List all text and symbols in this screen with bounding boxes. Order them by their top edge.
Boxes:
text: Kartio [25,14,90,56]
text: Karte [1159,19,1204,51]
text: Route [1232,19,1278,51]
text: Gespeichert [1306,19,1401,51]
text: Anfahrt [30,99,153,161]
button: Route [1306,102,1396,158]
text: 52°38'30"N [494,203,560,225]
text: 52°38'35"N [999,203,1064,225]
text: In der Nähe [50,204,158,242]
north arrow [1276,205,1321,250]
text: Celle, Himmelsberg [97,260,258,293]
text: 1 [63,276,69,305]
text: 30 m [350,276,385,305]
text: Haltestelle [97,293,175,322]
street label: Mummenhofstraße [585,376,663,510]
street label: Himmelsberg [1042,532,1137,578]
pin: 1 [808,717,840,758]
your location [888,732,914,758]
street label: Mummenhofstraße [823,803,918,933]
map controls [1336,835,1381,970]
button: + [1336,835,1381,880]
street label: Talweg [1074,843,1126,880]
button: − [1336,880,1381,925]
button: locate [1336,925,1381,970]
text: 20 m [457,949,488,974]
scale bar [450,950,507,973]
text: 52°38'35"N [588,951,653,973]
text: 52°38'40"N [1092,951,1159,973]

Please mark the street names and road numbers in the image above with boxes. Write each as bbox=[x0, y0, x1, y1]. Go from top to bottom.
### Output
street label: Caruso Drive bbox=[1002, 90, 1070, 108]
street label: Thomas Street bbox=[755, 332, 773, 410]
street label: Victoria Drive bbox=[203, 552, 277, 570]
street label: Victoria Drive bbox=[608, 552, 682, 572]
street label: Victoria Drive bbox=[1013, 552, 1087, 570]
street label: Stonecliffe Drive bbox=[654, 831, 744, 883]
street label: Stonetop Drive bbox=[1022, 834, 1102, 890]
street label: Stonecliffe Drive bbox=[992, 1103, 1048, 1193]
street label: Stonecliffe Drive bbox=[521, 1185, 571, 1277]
====
* [THE TASK]: Copy out each line of the material above that holds the word "with".

* [RESPONSE TO THIS TASK]:
List all text and symbols in this screen with bounding boxes. Order them by their top edge.
Please mark the street names and road numbers in the image above with boxes. Write each as bbox=[x0, y0, x1, y1]. Go from top to bottom.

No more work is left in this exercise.